Philip Morris International Inc. (NYSE / Euronext Paris: PM) held its 2014 Annual Meeting of Shareholders today. Louis C. Camilleri, Chairman of the Board, addressed shareholders and answered questions. André Calantzopoulos, Chief Executive Officer, gave the business presentation, including an update of dynamics in key markets as well as the principal drivers for growth in 2014 and beyond.
“We remain very confident in our ability to achieve a 6% to 8% growth in currency-neutral adjusted diluted EPS in 2014 as we expect our underlying business performance to deliver stronger second and third quarter adjusted diluted EPS growth rates, ex-currency. Although we anticipate continued improvement into the fourth quarter, we will, however, face a more difficult year-on-year comparison,” said Mr. Calantzopoulos.
The company reaffirms its 2014 full-year reported diluted earnings per share (EPS) forecast to be in a range of $5.09 to $5.19, versus $5.26 in 2013, as previously announced on April 17, 2014.
Excluding the unfavorable currency impact, at the then prevailing exchange rates, of approximately $0.61 for the full-year 2014, and the estimated $0.03 per share restructuring charge in Australia, reported diluted EPS are projected to increase by approximately 6% to 8% versus adjusted diluted EPS of $5.40 in 2013. The adjusted diluted EPS of $5.40 in 2013 is calculated as reported diluted EPS of $5.26, plus a $0.02 per share charge related to discrete tax items and a $0.12 per share charge related to asset impairment and exit costs.
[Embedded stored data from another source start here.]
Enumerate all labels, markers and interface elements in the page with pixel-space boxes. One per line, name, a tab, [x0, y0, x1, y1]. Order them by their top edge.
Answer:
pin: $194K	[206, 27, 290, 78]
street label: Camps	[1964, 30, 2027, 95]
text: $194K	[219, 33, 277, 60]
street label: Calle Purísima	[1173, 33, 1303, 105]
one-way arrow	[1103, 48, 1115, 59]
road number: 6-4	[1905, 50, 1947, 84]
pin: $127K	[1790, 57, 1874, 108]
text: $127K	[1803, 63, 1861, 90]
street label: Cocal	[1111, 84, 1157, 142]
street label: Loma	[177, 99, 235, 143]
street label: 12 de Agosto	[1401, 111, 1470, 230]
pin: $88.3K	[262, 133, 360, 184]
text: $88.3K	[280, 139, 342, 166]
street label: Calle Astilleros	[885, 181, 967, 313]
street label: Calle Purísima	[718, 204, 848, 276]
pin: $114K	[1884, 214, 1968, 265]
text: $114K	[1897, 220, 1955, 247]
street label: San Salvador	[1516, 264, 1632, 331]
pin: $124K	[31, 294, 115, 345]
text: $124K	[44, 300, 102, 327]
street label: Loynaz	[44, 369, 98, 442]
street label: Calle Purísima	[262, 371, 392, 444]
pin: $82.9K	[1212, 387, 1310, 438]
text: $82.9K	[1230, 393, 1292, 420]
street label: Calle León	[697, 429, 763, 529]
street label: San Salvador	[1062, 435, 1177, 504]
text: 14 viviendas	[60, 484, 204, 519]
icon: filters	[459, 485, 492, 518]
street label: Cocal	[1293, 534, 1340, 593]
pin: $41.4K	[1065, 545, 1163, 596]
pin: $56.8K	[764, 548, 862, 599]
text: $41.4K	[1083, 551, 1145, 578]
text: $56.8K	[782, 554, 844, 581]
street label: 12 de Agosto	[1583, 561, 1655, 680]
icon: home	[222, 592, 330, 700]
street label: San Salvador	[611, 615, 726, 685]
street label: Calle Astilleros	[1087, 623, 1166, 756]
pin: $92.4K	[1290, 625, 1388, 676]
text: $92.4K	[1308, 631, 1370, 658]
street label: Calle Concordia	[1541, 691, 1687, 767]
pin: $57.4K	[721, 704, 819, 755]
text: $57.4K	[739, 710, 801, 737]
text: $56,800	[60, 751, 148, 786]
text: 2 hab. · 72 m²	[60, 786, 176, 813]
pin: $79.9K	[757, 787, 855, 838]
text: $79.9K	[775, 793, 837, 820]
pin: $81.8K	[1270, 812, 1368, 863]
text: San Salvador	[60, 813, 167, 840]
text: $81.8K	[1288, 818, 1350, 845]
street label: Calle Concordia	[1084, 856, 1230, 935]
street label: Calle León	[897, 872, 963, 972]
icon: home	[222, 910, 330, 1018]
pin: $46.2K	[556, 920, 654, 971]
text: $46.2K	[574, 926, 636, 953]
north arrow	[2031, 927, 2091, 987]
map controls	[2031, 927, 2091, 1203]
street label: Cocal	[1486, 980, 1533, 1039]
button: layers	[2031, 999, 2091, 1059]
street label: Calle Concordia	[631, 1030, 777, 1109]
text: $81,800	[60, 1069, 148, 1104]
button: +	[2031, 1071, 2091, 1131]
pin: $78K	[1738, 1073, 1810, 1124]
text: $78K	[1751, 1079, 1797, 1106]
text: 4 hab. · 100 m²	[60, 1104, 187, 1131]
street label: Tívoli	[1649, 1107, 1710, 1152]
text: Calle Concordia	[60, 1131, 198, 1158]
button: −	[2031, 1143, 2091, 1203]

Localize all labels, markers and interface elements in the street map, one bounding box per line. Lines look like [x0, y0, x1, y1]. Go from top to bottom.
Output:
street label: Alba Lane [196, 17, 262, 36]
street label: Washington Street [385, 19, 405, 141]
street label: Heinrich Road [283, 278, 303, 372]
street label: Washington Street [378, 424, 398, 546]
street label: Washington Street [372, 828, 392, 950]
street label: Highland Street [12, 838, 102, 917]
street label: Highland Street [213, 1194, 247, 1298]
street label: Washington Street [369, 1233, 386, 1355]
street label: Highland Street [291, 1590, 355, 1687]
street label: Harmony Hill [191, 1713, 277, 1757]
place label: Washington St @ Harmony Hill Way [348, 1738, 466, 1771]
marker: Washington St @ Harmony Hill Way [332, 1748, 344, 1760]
This forecast includes a productivity and cost savings target of $300 million and a share repurchase target of $4.0 billion. This forecast excludes the impact of any future acquisitions, unanticipated asset impairment and exit cost charges, future changes in currency exchange rates and any unusual events. This forecast also excludes the proposal to discontinue cigarette production in Bergen op Zoom in the Netherlands.